Bcl2 and Mcl1 inhibitors for haematological cancers
- BAX/BAK are essential to drive MOMP and are required for the action of venetoclax.
- MCL1 inhibition could be effective for multiple myeloma (MM) since MCL1 is the predominant survival protein.
- Some subtypes of multiple myeloma are also highly susceptible to BCL2 inhibition.
- The degree of AML dependence on BCL2 or MCL1 varies.
- Overall, both BCL2 and MCL1 appear to play prominent prosurvival roles in most AML cases.
Cancer therapeutic approaches targeting apoptosis
- Examples:
- Targeting death receptor ligands (DRL)
- Targeting growth factor receptors
- BH3 mimetics
- Targeting ER stress
- Inhibiting MDM2
- Targeting IAPs
- Caseinolytic protease P (ClpP)
Key points
- Apoptosis eliminates unwanted cells without triggering inflammation. Extracellular survival factors inhibit apoptosis, and DNA damage can trigger it.

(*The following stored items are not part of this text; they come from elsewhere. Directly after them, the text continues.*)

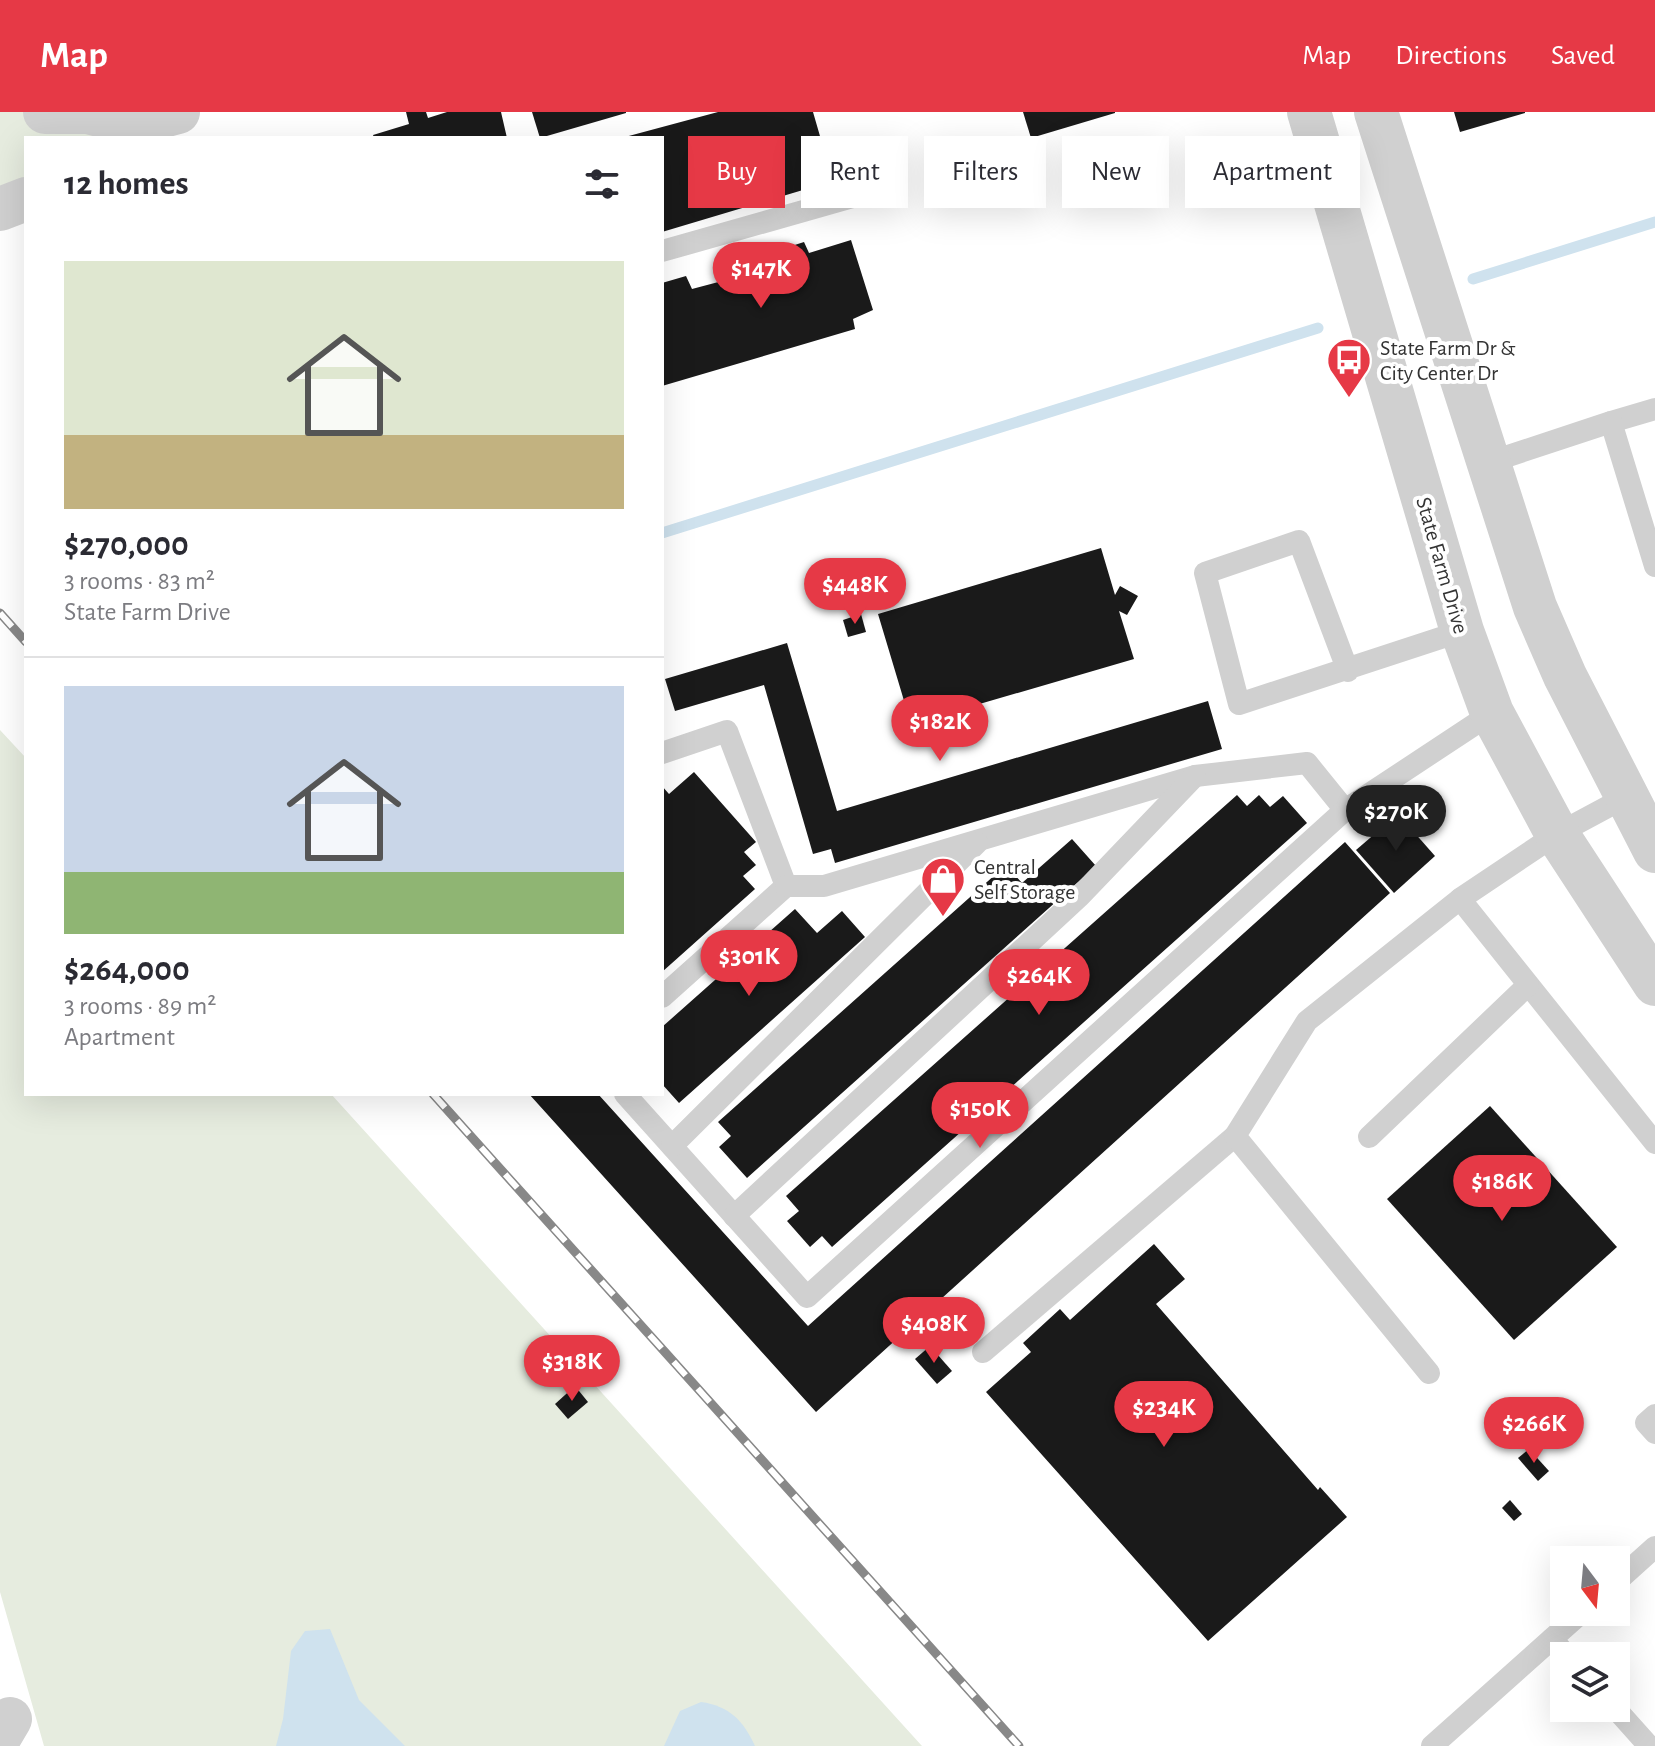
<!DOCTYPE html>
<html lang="en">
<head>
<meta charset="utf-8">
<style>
	:root { --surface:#fff; --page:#f2f2f3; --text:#2b2b33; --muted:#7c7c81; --line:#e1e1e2; --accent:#e63946 }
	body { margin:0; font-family:"Alegreya Sans",sans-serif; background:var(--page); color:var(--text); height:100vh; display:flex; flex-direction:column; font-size:30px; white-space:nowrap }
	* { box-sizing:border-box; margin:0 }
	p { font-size:26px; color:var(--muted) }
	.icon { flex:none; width:44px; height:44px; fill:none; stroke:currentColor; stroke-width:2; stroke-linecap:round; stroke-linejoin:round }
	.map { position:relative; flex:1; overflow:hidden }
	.side { position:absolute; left:24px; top:24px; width:640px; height:960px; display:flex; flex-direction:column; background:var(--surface); border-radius:0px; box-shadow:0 8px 32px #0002 }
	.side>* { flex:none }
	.hud { position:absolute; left:688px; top:24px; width:760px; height:72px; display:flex; gap:16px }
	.needle { width:52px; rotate:164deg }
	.fabs { position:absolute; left:1550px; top:1434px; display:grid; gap:16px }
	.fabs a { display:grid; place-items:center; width:80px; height:80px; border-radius:0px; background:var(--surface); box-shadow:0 8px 32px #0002; font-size:40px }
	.price { position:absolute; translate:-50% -68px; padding:0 18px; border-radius:28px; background:var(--accent); color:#fff; font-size:26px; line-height:52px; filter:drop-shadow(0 2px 4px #0008) }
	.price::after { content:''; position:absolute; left:50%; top:48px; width:24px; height:18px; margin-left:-12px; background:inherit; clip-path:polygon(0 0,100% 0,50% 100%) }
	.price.current { background:#222; color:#fff }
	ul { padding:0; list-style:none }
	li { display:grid; align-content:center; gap:16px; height:424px; padding:0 40px }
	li+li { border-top:2px solid var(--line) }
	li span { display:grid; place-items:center; height:248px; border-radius:0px; color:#555 }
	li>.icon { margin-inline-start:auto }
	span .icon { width:144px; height:144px; fill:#fffc; stroke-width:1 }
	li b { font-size:34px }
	h2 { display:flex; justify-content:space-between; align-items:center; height:96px; padding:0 40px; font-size:34px }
	.pill { padding:0 28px; border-radius:0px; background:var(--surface); box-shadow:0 8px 32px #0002; font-size:28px; line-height:72px }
	.pill.current { background:var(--accent); color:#fff }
	header { display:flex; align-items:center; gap:48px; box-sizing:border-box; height:112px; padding:0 40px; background:var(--accent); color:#fff }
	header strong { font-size:38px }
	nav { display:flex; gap:44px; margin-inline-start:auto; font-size:28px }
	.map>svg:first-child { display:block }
	.green { fill:#e6ecdf }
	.water { fill:#cfe2ee }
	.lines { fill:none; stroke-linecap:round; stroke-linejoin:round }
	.stream { stroke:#cfe2ee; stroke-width:11 }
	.building { fill:#1a1a1a }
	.lane { stroke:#d0d0d0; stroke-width:22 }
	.street { stroke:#d0d0d0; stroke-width:44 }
	.rail-casing { stroke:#888; stroke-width:9 }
	.rail { stroke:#fff; stroke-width:6; stroke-dasharray:18; stroke-linecap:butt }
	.labels { text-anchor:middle; stroke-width:8; stroke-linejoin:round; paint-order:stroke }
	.poi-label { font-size:22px; fill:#333; stroke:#fff; text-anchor:start }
	.street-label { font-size:22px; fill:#333; stroke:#fff }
</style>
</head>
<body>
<header>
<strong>Map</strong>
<nav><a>Map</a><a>Directions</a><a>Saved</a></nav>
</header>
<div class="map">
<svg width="1655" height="1634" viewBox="0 0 1655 1634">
	<rect width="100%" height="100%" fill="#fff"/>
	<!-- green -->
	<g class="green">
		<polygon points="0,0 118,0 116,26 26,26 26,98 0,106"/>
		<polygon points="0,618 26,646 26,982 331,982 922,1634 44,1634 0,1480"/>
	</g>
	<!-- water -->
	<g class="water">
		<polygon points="330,1517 359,1588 405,1634 276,1634 283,1607 291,1539 305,1519"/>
		<path d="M701 1590C729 1594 743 1608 755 1634H664L680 1599Z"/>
	</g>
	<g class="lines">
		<!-- stream -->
		<g class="stream">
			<polyline points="1473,167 1655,110"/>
			<polyline points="662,421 1318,216"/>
		</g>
	</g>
	<!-- building -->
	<g class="building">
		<polygon points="406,0 426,0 428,6 447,0 501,0 507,26 374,26 373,23 409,12"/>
		<polygon points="532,0 626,0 626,1 540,26"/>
		<polygon points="718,0 813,0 833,69 662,120 662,26 625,25"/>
		<polygon points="1023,0 1115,0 1115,1 1031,26"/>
		<polygon points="1454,0 1525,0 1525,1 1460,20"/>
		<polygon points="851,128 873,198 853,207 855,217 662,274 662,171 686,164 692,177 741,164 738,156 758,149 757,145 804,130 809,141"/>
		<polygon points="1101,436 1115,483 1120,474 1138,484 1127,503 1119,499 1134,547 911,612 878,502"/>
		<polygon points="861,502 866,520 848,525 843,508"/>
		<polygon points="787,531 837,699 1208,589 1222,637 835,751 831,737 813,742 764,573 675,599 665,567"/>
		<polygon points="694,660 756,730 744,740 756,753 743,764 755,777 662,860 662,674 669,682"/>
		<polygon points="1237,683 1247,694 1259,683 1270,695 1283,684 1307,711 832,1135 822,1124 810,1135 787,1109 799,1099 786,1084"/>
		<polygon points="1398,702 1435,744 1394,781 1356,738"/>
		<polygon points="1072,727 1096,754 747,1066 719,1035 731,1024 718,1010 1006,753 1022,771"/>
		<polygon points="1345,730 1390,781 816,1300 529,982 598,982 808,1214"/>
		<polygon points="795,797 817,821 842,799 865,825 679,991 662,972 662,915"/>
		<polygon points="1490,994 1617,1135 1514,1228 1387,1087"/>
		<polygon points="1154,1132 1185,1167 1156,1192 1318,1378 1320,1375 1347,1405 1208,1529 986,1280 1031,1240 1023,1231 1060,1197 1070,1208"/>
		<polygon points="930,1234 952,1259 937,1272 915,1247"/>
		<polygon points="575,1274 588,1290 568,1307 555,1292"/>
		<polygon points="1529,1337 1549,1359 1538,1369 1518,1346"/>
		<polygon points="1510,1388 1522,1402 1514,1409 1502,1396"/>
	</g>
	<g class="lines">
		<!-- lane -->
		<g class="lane">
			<polyline points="662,139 874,79"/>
			<polyline points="1655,297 1611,310 1655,454"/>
			<polyline points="1487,351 1611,310"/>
			<polyline points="1348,559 1299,429 1205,461 1239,592 1462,519"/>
			<polyline points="662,641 727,619 786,774 662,885"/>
			<polyline points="786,774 824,774 1195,664 1307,651 1345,698"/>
			<polyline points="1460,787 1655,1031"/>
			<polyline points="625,982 807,1185 1345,698 1492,601"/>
			<polyline points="1369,1025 1528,873"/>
			<polyline points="672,1034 977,731"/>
			<polyline points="734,1104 1080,784 1195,664"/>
			<polyline points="983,1240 1235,1024"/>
			<polyline points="1429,1261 1235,1024 1307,909 1460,787 1557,722 1626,685"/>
			<polyline points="1655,1303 1646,1311 1655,1321"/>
			<polyline points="1616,1470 1655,1435"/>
			<polyline points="1552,1527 1567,1544"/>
			<polyline points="1615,1596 1649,1634"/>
			<polyline points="1432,1634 1582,1500"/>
		</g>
		<!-- street -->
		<g class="street">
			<polyline points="45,0 88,0 133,12 178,0"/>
			<polyline points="1309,0 1462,519 1492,601 1557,722 1655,872"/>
			<polyline points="1376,0 1535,495 1565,564 1655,739"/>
			<polyline points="0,97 26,87"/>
			<polyline points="0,1624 10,1607"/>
		</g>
		<!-- rail casing -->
		<g class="rail-casing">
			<g id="rail">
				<polyline points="0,501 26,530"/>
				<polyline points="433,982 1019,1634"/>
			</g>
		</g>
		<!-- rail -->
		<use href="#rail" class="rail"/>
	</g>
	<!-- icons -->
	<defs>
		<g id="bus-pin" transform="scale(2.3)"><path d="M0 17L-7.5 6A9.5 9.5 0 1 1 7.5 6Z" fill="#e63946" stroke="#fff"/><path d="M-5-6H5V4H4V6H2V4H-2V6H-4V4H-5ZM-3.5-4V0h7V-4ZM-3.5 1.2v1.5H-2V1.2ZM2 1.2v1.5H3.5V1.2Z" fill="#fff"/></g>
		<g id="shop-pin" transform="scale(2.3)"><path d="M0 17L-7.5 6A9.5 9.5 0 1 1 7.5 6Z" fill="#e63946" stroke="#fff"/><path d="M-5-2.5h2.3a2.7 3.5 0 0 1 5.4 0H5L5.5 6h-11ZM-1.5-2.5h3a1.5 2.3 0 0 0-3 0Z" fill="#fff"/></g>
	</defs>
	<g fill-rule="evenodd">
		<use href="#bus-pin" x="1349" y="248"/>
		<use href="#shop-pin" x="943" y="767"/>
	</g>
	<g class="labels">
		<!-- poi labels -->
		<g class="poi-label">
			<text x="1380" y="243">State Farm Dr &amp;<tspan x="1380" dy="25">City Center Dr</tspan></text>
			<text x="974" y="762">Central<tspan x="974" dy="25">Self Storage</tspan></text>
		</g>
		<!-- street labels -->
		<g class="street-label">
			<text transform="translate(1443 453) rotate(74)" y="8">State Farm Drive</text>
		</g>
	</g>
</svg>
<div class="fabs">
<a><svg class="needle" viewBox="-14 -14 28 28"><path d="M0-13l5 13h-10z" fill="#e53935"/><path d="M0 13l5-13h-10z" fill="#7c7c81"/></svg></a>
<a><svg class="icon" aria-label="layers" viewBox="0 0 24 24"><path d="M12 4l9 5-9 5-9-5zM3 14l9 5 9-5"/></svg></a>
</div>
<b class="price" style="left:761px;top:198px">$147K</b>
<b class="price" style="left:855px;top:514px">$448K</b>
<b class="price" style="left:940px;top:651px">$182K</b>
<b class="price current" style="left:1396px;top:741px">$270K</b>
<b class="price" style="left:749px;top:886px">$301K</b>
<b class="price" style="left:1039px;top:905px">$264K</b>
<b class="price" style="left:980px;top:1038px">$150K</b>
<b class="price" style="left:1502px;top:1111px">$186K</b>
<b class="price" style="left:934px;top:1253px">$408K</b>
<b class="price" style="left:572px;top:1291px">$318K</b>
<b class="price" style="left:1164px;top:1337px">$234K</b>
<b class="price" style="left:1534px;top:1353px">$266K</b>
<div class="hud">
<a class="pill current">Buy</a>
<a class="pill">Rent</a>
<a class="pill">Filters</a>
<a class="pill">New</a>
<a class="pill">Apartment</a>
</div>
<section class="side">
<h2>12 homes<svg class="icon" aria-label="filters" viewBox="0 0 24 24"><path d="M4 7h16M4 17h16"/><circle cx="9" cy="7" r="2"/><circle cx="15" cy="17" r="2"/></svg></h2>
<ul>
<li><span style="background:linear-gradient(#dfe7d0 70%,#c2b280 0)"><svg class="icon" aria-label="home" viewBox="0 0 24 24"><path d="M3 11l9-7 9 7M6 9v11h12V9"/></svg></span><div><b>$270,000</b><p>3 rooms · 83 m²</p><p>State Farm Drive</p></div></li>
<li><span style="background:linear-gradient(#c9d6e8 75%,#8fb573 0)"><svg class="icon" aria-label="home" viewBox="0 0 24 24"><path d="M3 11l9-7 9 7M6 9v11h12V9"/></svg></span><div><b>$264,000</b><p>3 rooms · 89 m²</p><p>Apartment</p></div></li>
</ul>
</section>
</div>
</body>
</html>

- Apoptosis relies on a proteolytic cascade mediated by initiator (caspase 8 & 9) and executor caspases (3, 6 & 7), activated by extrinsic or intrinsic pathways.
- Extrinsic pathway: Fas ligands bind Fas death receptors, clustering FADD proteins and caspase-8 to form the DISC.
- Intrinsic pathway: Cytochrome c is released into the cytosol, binding Apaf1, which oligomerizes and recruits caspase-9 to form the apoptosome.
- Bcl2 family proteins regulate MOMP: anti-apoptotic (Bcl2, Bclxl) prevent MOMP; pro-apoptotic (Bax, Bak) induce MOMP; BH3-only proteins are regulators (e.g., Bim, Puma, Noxa).
- Cancer is often caused by disrupted balance, reduced caspase function, or impaired death receptor signaling, common in leukemias and lymphomas (e.g., Bcl2 translocation in follicular lymphoma).
- Venetoclax blocks Bcl2, treating chronic lymphocytic leukemia.